We saw it with Reagan, Bush 41 and Bush 43. We also saw Obama get torn to shreds by Republicans over the huge deficits... even though they were caused by Bush starting two wars while cutting taxes -- who
does that?!? -- along with starting Medicare Part D without negotiating power, and the recession. We see it in repeated and often misleading denials that Bill Clinton presided over a budget surplus.
By the way, I disagree that Bush 41 lost the election because he signed a small tax increase -- that's a myth perpetuated by the rabid anti-tax wing of the Republican Party (aka "The Republican Party"). At the risk of oversimplifying, he lost because a) the economy was in a recession, b) Clinton was far more charismatic, and c) Perot likely drew more support from Bush 41 than from Clinton.
And now, we're going to see Trump propose policies that will create enormous deficits. I suspect some Republicans will care, but it's not clear if they will care enough to vote against a big fat tax cut for the rich, or repealing ACA taxes (mostly on the rich), and/or cross Trump on infrastructure spending.
And the truth is, we the people aren't keen on any spending cuts in our social security checks or cuts in government services we depend on or anything else that affects us directly. We sure think they ought to cut spending everywhere else though.
In the abstract, most people want spending cuts. When asked what people actually want cut, the answer is usually "almost nothing." The only thing people want to cut is foreign aid, which is only 1% of the budget.
Republicans have basically decided that they want to cut taxes, and don't want to cut programs, so they wind up borrowing massive sums -- or in Bush 43's case, creating enormous liabilities for his successor.
For me it is not cutting spending on those things people have to have. Where the spending cuts must come is in the enormous bureaucracy, government infrastructure, duplication, and black holes where nobody really knows where the money is going.

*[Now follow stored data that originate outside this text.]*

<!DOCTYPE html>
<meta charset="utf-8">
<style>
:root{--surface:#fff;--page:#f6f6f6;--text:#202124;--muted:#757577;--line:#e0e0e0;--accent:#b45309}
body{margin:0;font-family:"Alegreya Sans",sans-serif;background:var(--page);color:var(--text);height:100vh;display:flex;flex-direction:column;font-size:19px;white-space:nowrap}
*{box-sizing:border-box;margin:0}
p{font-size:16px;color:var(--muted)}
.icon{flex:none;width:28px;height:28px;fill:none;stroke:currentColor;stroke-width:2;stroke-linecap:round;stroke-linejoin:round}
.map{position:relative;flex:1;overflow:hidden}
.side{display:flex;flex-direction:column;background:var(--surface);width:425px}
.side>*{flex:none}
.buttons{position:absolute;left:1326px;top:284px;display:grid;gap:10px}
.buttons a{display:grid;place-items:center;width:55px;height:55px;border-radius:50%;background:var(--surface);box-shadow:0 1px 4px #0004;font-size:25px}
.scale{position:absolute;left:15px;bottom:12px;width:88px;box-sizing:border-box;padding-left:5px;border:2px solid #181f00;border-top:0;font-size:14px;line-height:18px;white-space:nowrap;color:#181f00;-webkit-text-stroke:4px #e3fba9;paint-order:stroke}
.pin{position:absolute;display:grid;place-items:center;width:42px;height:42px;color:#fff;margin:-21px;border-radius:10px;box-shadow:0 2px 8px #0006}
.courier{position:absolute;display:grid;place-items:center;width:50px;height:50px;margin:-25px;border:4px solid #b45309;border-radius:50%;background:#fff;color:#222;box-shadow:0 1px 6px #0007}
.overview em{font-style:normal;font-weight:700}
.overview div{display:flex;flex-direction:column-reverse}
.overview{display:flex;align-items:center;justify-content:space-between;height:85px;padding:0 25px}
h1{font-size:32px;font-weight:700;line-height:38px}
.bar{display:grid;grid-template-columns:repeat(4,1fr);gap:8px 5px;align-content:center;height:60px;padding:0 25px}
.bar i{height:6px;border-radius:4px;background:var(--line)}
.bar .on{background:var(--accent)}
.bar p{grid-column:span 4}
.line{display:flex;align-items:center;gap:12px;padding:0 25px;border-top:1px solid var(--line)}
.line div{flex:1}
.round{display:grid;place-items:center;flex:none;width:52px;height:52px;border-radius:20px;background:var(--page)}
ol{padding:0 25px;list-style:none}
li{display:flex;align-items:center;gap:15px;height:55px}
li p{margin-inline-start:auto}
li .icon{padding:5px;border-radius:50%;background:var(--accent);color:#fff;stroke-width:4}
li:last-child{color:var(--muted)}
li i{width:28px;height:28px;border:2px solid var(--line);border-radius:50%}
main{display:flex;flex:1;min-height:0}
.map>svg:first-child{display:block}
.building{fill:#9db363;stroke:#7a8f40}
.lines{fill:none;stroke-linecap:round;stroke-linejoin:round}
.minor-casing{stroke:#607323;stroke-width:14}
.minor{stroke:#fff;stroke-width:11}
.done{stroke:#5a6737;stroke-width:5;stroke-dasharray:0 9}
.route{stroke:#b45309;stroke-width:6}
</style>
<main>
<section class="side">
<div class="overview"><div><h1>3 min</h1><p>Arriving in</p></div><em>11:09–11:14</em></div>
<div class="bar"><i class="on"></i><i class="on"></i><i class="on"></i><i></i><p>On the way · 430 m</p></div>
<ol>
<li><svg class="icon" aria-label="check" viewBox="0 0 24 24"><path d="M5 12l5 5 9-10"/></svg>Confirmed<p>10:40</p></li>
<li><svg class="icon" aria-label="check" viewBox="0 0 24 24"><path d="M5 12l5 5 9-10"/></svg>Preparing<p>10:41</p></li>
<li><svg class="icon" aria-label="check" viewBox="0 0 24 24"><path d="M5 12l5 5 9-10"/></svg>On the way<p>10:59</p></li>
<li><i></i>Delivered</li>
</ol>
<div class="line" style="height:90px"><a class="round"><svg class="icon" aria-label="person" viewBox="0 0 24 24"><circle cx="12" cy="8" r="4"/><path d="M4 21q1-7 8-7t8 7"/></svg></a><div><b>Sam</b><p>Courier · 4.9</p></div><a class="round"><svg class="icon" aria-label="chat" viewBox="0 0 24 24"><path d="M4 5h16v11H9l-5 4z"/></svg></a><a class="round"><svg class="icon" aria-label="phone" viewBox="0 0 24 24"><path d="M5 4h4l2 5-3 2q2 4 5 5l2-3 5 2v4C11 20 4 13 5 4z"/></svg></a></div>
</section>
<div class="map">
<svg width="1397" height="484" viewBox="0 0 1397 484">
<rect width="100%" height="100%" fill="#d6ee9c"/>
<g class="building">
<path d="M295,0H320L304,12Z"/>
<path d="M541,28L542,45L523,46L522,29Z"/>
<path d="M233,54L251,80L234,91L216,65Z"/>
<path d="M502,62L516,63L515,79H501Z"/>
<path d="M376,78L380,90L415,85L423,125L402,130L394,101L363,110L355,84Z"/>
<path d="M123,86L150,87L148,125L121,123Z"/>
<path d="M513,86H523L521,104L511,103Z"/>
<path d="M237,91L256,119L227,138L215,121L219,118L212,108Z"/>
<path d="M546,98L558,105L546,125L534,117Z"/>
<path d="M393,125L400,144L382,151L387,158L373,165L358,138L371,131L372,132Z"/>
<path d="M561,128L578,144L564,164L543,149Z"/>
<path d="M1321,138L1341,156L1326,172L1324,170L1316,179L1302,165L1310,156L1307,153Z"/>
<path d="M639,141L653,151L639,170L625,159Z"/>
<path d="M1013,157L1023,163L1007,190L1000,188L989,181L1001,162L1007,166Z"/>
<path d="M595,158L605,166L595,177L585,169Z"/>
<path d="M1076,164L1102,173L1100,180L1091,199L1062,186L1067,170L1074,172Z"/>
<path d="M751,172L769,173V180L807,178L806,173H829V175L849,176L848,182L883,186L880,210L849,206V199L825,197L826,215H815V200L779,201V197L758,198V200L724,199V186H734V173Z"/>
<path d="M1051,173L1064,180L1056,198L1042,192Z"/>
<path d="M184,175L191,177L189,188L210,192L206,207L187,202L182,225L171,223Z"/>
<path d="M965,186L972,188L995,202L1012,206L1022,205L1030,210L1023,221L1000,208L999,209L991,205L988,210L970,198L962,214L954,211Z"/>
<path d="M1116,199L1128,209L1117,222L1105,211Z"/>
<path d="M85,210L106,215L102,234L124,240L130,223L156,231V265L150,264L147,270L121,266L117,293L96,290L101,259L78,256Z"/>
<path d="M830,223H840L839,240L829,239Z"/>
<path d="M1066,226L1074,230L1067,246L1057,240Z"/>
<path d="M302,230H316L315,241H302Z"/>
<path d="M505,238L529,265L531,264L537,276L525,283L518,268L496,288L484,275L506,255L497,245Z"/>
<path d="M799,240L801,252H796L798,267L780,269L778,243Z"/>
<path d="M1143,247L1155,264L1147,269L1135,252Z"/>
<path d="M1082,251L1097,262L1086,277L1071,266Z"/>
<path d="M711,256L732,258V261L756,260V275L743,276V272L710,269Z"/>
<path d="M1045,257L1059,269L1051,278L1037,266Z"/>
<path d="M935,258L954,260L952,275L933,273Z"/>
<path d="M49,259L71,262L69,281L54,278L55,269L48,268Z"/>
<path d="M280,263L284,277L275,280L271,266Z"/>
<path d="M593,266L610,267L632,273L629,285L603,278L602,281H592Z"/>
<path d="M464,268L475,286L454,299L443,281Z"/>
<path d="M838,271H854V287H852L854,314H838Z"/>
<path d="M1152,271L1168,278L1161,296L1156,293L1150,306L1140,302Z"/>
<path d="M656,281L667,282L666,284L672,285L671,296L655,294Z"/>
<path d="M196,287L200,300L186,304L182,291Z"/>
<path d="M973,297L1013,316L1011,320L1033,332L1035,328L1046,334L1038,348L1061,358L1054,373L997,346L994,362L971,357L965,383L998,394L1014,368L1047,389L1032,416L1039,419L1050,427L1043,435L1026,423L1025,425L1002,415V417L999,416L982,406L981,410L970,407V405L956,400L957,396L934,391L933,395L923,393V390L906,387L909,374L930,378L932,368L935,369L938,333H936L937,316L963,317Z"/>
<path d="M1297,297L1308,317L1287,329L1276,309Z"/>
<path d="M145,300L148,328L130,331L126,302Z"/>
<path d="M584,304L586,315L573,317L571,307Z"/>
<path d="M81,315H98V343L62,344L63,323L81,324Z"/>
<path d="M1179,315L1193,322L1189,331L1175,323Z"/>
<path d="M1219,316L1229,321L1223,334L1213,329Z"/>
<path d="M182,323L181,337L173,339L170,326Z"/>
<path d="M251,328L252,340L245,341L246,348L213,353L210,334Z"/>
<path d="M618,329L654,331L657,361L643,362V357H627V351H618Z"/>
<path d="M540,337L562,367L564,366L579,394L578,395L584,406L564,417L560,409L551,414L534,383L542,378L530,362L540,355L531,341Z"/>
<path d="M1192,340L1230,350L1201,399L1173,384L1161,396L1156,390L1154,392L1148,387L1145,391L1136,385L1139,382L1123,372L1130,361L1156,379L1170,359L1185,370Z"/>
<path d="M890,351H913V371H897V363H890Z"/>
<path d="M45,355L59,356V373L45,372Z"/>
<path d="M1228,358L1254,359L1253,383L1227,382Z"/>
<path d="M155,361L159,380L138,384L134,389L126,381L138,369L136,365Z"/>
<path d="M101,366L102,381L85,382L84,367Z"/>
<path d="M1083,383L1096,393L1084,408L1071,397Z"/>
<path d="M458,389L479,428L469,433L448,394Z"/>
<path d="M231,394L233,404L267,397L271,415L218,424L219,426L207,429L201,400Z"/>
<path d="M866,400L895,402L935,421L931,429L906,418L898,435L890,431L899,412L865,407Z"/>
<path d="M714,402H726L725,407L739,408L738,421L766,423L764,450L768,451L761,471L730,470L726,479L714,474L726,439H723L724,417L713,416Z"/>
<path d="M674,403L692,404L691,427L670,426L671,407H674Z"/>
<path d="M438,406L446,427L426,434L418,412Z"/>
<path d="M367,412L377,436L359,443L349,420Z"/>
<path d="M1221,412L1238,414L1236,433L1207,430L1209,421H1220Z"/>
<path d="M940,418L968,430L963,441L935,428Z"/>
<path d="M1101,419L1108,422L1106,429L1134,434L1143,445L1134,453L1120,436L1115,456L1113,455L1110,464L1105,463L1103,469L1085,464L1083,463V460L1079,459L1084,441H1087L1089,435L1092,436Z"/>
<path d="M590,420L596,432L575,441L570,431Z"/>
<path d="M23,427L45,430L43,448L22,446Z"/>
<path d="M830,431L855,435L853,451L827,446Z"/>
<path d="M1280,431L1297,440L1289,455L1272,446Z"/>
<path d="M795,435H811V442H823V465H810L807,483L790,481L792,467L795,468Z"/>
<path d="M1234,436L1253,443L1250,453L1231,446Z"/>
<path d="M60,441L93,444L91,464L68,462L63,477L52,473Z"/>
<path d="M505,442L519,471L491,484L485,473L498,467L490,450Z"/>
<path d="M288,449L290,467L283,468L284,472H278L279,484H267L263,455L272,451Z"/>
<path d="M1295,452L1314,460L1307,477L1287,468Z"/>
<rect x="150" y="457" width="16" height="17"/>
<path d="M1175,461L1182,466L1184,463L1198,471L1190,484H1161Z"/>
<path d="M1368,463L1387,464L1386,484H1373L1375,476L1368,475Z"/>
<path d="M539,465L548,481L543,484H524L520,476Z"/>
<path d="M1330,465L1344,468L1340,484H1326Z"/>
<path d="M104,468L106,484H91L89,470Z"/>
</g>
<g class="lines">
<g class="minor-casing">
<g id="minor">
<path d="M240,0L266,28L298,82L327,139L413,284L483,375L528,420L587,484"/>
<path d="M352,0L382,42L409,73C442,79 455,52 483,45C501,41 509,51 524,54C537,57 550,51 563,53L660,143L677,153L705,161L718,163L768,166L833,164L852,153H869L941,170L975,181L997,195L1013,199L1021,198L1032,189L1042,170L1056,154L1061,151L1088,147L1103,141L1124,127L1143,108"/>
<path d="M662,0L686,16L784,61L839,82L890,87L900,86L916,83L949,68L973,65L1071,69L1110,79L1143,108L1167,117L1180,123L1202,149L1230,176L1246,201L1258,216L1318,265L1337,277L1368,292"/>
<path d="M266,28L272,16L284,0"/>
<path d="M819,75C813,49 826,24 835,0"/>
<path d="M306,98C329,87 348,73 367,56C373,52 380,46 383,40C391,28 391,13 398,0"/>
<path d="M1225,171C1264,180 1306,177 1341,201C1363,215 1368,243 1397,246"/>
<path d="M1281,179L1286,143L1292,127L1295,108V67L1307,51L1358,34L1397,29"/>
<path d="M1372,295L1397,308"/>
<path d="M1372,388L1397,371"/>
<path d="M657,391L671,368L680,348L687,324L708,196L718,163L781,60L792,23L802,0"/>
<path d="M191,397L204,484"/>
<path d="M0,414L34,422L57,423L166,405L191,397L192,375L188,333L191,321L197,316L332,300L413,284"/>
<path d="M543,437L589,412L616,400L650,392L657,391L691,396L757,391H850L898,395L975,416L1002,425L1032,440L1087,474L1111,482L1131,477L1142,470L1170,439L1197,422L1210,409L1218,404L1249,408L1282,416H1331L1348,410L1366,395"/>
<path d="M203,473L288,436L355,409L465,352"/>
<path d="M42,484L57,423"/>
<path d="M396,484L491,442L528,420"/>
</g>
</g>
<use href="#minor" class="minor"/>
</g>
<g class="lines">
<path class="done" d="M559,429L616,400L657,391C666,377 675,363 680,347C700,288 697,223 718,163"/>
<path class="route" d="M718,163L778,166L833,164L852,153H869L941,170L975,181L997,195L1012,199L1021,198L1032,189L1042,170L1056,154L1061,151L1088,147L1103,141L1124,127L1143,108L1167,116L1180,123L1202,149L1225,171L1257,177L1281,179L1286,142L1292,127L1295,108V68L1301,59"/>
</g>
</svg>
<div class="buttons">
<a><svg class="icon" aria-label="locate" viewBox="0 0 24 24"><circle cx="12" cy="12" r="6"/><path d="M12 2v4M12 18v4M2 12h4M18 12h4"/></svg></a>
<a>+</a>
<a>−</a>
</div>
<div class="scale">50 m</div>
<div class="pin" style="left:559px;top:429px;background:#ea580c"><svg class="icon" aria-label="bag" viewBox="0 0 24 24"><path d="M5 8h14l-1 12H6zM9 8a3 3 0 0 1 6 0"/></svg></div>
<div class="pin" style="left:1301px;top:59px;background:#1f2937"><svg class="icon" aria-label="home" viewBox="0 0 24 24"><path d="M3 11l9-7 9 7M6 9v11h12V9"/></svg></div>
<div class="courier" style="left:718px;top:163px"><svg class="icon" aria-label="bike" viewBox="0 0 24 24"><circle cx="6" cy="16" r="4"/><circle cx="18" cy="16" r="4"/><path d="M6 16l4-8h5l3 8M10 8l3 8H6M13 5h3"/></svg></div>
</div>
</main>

Yeah, there's a little problem with that. Namely, we know where almost all of it goes.
Everything except for the DoD / covert "black budgets" are extensively reported. Every department is required by law to explain its budget requests. Yes, it's a pain to sort through it all, but every dollar of spending is publicly accounted for.
FYI,
80% of the budget is Social Security, Medicare, Medicaid, unemployment, DoD, interest on the debt, and the VA. I'm sure there are some inefficiencies in those programs, but you're not going to slash the federal budget in half by rooting them out. And good luck to any President who says "I'm going to slash Social Security and Medicare and the Defense Department and VA."